The anti-inflammatory activity of deglycosylated antibodies may also contribute to the amelioration of autoimmunity by the administration of EndoS. Although EndoS is thought to act principally through the disruption of Fc–FcγR interactions (20), the observations by Nandakumar et al. (1) may point to a more pronounced anti-inflammatory effect than solely predicted by disrupted Fc–FcγR interactions.
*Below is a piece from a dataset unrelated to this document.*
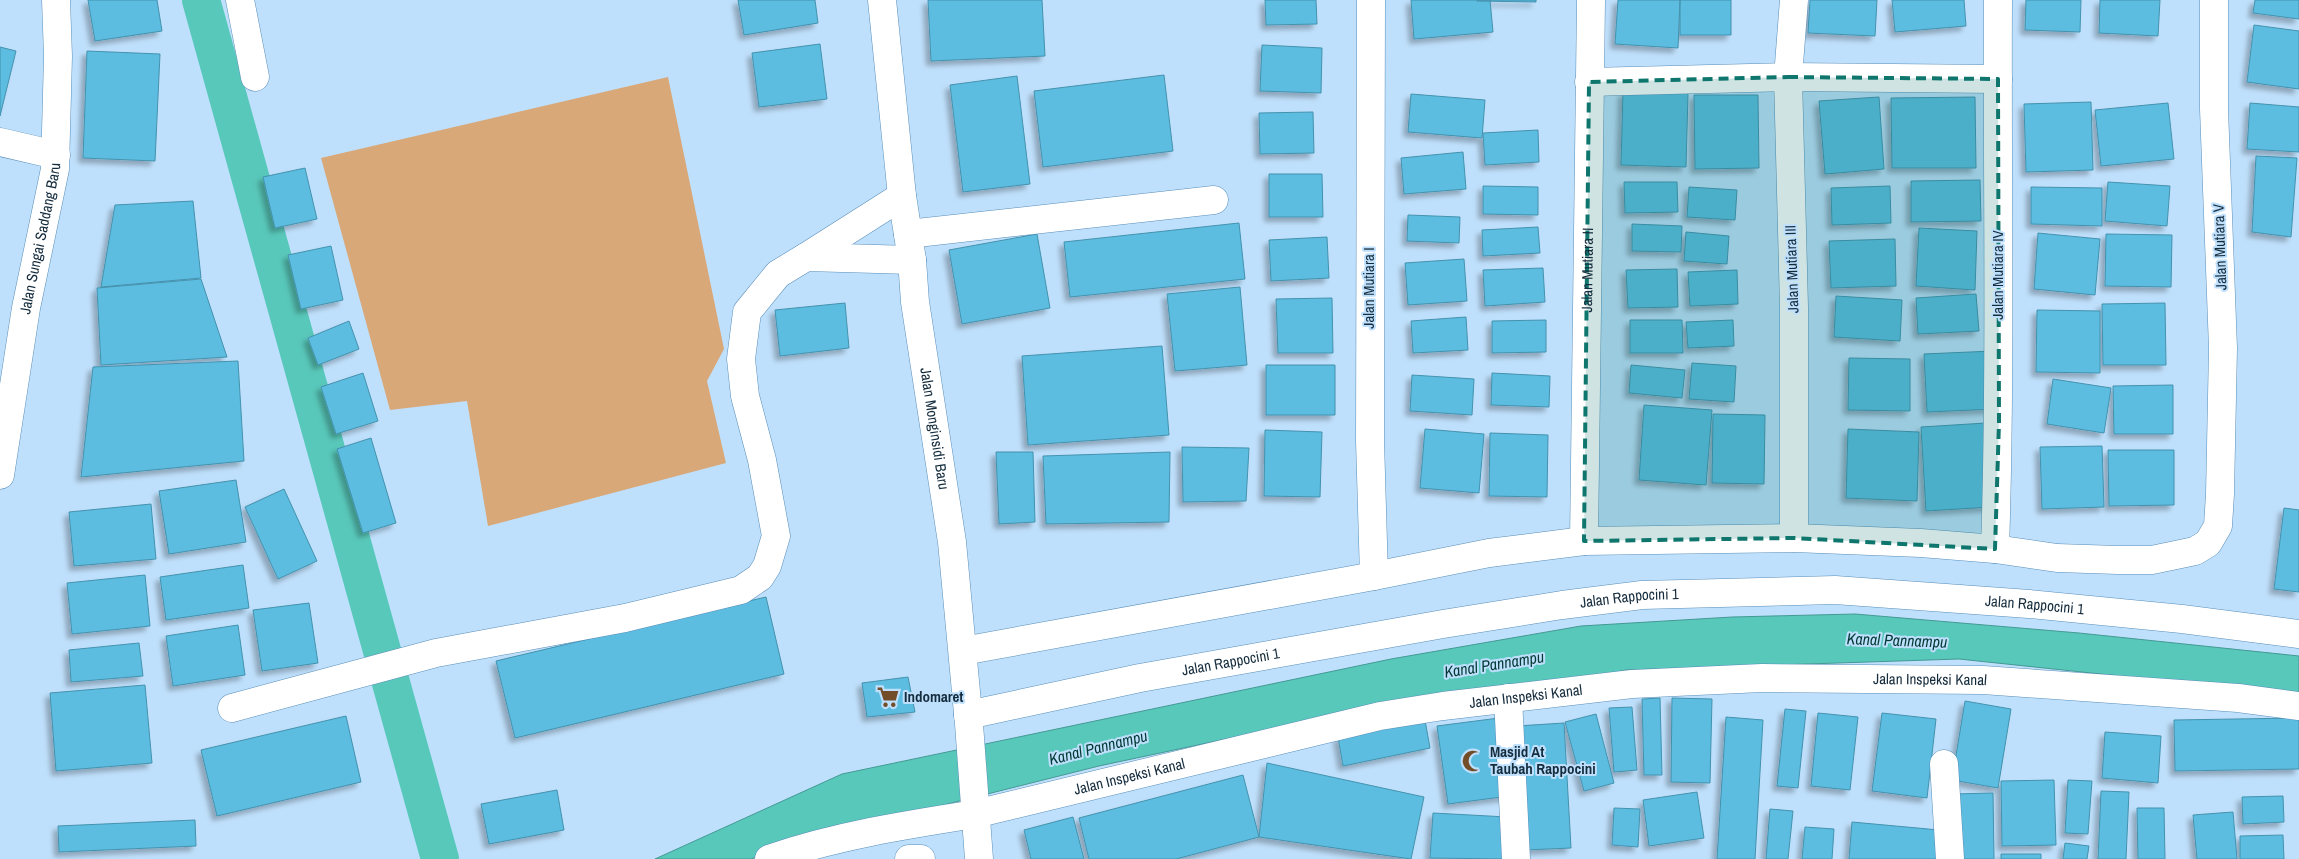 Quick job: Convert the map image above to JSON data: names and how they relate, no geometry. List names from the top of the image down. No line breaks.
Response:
{"streets":{"street":["Jalan Sungai Saddang Baru","Jalan Mutiara V","Jalan Mutiara III","Jalan Mutiara II","Jalan Mutiara IV","Jalan Mutiara I","Jalan Monginsidi Baru","Jalan Rappocini 1","Jalan Inspeksi Kanal"]},"crossings":[["Jalan Mutiara V","Jalan Mutiara III"],["Jalan Mutiara V","Jalan Mutiara II"],["Jalan Mutiara V","Jalan Mutiara IV"],["Jalan Mutiara V","Jalan Mutiara I"],["Jalan Mutiara V","Jalan Monginsidi Baru"],["Jalan Monginsidi Baru","Jalan Rappocini 1"],["Jalan Monginsidi Baru","Jalan Inspeksi Kanal"]],"water":["Kanal Pannampu"],"places":{"supermarket":["Indomaret"],"mosque":["Masjid At Taubah Rappocini"]}}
Evidence to support this might be found in an earlier study by Albert et al., which investigated the effect of EndoS on BXSB mice, which spontaneously develop autoantibodies and lupus-like disease, with and without the FcγR γ-chain (BXSB-γ^−/−) (9). Although EndoS had no discernible impact on spontaneous autoantibody production, it did have a significant protective effect on autoantibody-mediated mortality beyond that afforded by the FcγR γ-chain.

Further efforts to explore the full potential of deglycosylated antibodies for the treatment of autoimmune disease, together with the molecular dissection of the mechanisms underpinning their efficacy, will no doubt illuminate routes to the production of effective recombinant antibody-based therapies.